▶ Given entries

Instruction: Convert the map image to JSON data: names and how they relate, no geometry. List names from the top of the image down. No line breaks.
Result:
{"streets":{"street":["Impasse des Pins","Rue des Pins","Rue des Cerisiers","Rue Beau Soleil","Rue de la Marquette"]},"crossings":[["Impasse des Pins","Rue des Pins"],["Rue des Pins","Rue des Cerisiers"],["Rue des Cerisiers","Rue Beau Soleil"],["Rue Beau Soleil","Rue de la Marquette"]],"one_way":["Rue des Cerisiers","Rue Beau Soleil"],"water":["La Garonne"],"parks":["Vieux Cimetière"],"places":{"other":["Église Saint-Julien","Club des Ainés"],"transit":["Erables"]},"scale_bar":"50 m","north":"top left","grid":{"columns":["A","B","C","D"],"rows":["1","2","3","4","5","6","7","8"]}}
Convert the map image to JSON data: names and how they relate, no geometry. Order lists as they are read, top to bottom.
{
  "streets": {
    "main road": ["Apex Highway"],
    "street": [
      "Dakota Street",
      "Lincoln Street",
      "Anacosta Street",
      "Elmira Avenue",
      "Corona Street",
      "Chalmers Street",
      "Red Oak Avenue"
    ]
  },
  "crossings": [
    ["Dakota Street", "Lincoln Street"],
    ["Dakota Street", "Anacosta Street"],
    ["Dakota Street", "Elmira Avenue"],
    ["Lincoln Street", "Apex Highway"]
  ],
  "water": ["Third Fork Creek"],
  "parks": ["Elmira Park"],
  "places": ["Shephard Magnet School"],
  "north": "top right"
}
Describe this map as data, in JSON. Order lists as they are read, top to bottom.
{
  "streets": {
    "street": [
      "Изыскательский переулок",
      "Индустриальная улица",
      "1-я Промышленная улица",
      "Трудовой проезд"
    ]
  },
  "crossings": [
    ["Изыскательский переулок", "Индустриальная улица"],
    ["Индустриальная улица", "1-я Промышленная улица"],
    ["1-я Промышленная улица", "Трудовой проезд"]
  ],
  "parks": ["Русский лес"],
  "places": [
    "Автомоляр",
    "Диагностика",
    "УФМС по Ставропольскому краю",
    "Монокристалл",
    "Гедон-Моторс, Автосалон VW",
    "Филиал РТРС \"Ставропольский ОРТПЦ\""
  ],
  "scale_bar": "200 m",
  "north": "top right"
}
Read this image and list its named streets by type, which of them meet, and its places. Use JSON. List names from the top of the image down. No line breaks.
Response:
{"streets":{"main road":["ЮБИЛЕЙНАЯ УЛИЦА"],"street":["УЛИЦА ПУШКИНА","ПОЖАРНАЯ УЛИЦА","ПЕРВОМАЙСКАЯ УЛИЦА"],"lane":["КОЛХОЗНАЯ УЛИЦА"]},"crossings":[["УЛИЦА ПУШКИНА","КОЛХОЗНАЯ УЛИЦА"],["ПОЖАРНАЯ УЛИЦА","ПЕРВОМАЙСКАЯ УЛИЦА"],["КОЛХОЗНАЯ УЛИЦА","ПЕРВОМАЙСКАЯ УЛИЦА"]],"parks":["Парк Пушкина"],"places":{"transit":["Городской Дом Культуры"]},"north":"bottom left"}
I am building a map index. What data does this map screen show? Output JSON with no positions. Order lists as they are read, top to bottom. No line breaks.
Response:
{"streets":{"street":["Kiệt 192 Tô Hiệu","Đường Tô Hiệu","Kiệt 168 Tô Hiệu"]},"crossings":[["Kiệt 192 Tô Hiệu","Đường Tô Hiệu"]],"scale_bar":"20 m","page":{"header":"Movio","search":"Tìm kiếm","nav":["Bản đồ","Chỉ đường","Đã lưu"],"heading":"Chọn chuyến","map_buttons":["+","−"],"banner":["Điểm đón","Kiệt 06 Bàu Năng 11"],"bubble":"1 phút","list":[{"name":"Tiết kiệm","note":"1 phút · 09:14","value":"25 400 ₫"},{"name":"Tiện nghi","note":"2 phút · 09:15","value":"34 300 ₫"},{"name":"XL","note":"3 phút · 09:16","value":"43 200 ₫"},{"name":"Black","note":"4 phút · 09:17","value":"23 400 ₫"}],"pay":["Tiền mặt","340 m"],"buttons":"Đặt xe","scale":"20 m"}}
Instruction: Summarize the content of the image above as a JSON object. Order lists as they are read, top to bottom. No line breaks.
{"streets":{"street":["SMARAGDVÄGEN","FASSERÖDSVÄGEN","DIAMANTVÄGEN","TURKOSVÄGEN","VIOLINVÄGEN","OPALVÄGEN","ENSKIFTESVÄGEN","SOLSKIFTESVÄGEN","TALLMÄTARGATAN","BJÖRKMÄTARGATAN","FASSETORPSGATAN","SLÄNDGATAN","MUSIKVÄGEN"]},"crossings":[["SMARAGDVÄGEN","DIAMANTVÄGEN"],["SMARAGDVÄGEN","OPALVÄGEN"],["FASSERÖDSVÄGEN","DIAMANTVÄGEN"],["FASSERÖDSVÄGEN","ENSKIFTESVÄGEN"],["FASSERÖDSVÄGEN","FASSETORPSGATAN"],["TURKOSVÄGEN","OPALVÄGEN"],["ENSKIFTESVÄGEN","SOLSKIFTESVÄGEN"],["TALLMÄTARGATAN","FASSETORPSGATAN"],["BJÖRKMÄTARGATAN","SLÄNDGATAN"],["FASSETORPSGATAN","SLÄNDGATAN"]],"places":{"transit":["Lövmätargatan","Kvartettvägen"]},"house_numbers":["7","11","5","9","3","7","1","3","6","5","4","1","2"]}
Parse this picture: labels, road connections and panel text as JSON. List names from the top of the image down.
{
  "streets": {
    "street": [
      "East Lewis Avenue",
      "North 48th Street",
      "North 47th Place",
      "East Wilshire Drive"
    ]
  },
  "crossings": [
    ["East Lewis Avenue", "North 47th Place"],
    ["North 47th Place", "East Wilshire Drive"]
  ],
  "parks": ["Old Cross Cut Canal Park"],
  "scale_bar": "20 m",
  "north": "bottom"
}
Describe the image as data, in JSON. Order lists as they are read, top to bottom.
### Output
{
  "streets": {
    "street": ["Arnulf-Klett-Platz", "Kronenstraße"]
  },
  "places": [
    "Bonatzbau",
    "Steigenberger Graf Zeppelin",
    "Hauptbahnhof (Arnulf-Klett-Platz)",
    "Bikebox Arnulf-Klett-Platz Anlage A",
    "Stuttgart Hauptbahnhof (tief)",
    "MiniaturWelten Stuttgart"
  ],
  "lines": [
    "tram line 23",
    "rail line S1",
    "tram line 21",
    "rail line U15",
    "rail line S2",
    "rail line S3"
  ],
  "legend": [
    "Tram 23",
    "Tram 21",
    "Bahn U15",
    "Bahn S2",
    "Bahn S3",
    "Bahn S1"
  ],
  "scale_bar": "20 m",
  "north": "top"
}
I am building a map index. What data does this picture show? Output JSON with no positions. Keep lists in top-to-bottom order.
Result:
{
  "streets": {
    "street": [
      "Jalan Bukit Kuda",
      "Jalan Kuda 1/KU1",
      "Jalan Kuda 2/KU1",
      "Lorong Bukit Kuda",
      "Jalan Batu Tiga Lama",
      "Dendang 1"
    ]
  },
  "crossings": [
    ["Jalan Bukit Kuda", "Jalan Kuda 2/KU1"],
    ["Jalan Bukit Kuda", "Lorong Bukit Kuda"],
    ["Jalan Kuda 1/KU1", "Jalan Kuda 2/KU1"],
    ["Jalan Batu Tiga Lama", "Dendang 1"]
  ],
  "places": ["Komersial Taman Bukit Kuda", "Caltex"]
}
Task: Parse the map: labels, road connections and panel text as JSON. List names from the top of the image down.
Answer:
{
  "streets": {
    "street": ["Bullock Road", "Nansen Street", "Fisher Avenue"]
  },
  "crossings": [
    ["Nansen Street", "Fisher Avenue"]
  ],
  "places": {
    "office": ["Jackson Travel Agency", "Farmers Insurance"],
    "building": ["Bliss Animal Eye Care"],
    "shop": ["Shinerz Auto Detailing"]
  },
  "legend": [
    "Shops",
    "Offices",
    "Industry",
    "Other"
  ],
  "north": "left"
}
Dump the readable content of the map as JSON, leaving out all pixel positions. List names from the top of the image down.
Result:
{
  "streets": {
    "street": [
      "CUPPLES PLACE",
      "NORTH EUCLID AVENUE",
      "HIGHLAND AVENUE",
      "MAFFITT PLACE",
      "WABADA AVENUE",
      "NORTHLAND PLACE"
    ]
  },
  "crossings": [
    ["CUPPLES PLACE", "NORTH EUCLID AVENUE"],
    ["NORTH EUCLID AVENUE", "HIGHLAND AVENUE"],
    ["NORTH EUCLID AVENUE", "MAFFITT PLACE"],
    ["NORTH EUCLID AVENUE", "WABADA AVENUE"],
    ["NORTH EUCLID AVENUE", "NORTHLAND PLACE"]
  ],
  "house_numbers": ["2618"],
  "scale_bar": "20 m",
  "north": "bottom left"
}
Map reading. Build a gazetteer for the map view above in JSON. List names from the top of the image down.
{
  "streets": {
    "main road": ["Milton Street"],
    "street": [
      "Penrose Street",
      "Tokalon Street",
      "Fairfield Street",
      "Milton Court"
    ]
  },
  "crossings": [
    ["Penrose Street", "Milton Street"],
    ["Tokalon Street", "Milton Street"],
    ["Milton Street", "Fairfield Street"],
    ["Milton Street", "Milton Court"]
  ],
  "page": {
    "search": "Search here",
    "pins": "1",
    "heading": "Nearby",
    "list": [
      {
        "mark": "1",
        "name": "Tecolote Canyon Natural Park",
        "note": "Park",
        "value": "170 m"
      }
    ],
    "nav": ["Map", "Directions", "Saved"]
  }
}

▶ Exercise description
Work out how many lines in the data contain "does" and state that number with nothing added.

▶ Task output
2